The gardens were still unusually busy with patients being pushed along the paths in wheelchairs. Everyone was wearing a mask now, and keeping a careful distance. Every now and then a van or ambulance would pull up and a patient would be wheeled inside and waved goodbye as they sped away on their journey home. The paths, lawns and flower beds looked well-kept and colourful without any signs of being trampled on. The nursing home, towering castle, and little mountain behind, were silhouetted in the softening, evening sunlight.

~oO 7 Oo~

As Rosie’s mother drove out of the gates, Rosie looked through the side window at the wing mirror and saw the pink-tinged light still shining through the topmost window of the tower. When they soon drove along a leafy avenue which ran through protected woodlands, she was surprised to notice the wizened face of God emerge again, this time in some of the largest tree trunks along the road, telling her “Do not fear.” “All is well.” “I am near.” “I am real and not a dream.” Rosie kept very quiet, and felt it was best not to ask her mummy if she could see the face too as she was concentrating on driving.

Then Rosie saw that wise, old face yet again, in the ripples of a lake that they drove past. Then she noticed it rise up and smile at her through the crops and flowers of a meadow on the side of a gently sloping hill. The one of great age stayed with her throughout her short homeward journey, reassuring her all the way.

When they reached home, the back door of their cottage reminded Rosie of the castle door in her mother’s office. When she stood inside the kitchen and looked at it, she could see the light shine through the keyhole in the same way.

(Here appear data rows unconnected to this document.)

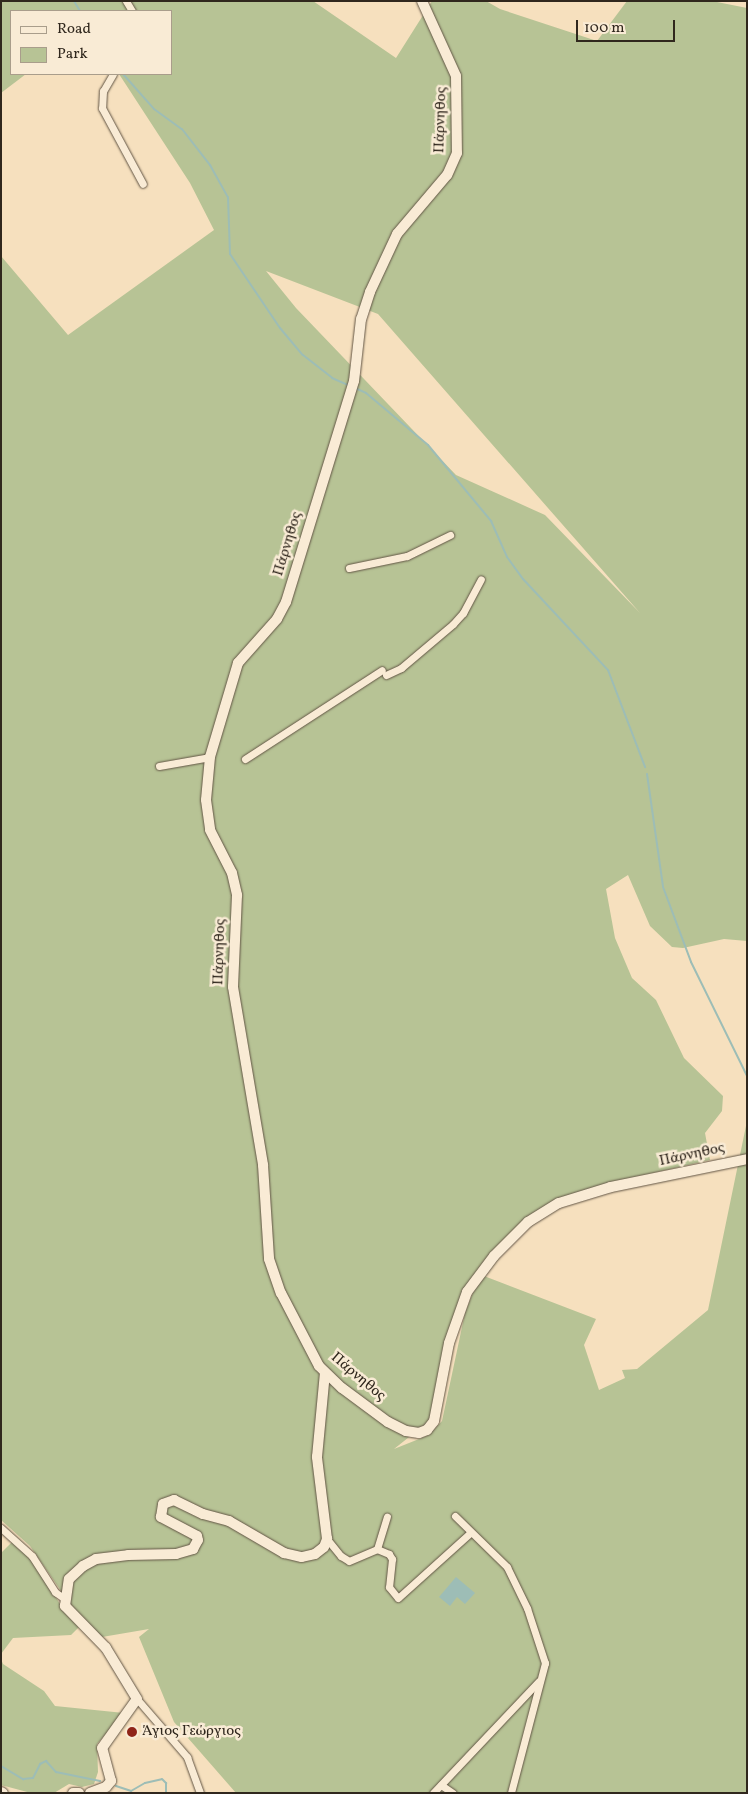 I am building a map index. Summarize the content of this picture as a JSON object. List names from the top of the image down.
{
  "streets": {
    "main road": ["Πάρνηθος"]
  },
  "places": ["Άγιος Γεώργιος"],
  "legend": ["Road", "Park"],
  "scale_bar": "100 m"
}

Rosie was exceptionally quiet but her mother did not seem to notice. Her mother put her jacket and Rosie's coat in the cloaks cupboard, put their face-masks in the laundry bag by the utility room door, then went back into the kitchen where she switched on the radio. They listened to the news announcer say that yet another thousand elderly people had died that day, but the most recent vaccination programme had enabled many hundreds of thousands of patients, all across the country, to safely return home to their families. There was a mood of rejoicing spreading across the land. Rosie saw her mother shed a tear as she began to prepare their tea, and Rosie stepped outside into the garden with very mixed feelings of comfort and insecurity.

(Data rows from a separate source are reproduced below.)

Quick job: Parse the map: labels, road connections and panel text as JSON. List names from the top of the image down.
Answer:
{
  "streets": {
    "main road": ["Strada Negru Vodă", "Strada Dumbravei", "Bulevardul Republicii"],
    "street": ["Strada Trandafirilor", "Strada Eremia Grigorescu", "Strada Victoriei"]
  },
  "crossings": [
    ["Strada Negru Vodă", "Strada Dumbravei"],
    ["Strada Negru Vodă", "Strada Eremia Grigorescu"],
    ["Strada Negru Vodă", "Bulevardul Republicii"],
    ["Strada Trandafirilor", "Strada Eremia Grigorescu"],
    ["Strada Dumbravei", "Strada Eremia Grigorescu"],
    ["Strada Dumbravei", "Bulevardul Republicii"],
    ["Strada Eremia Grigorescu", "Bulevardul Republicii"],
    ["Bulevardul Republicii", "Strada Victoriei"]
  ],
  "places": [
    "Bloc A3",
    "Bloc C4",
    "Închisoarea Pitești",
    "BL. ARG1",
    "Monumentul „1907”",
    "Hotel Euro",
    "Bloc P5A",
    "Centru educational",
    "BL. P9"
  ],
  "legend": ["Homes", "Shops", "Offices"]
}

She mulled over her feelings in the cool, evening breeze. It was confusing because people were still dying, but the crowds had been allowed to celebrate a little and break the law on this day because they were getting better. This day was drawing to a close now, and she didn’t know what the next day would bring. Would people stop dancing and would the police enforce the law again tomorrow? After all, they might start to get worse again if they weren't careful. She looked up into the sky and saw a large cloud to the south which was slowly drifting towards her. She feared that it represented approaching trouble. It looked ominous, like thunder and rain. As she stared at the cloud its dark centre changed. Pink-tinged silver and grey colours emerged and swirled around before her eyes until, once again, she saw the face of the one of great age looking down on her, smiling, dispelling all her fears.

Rosie felt strangely wide awake, well and robust enough after her adventurous day to withstand a thunderstorm, should the Lord decide to send lightning down from the heavens. Yet, she imagined that she could hear her mummy calling her indoors because it was cold and time for tea, and she didn't have a raincoat on, so she skipped back to the kitchen door. What she definitely heard though, as she looked back from the kitchen doorstep, was loud and clear. A voice from above said, “Fear not. I will always be here. I am with you always. In all times.” She gave the face a big, loving, smile in response, then slipped into the kitchen again and shut the door.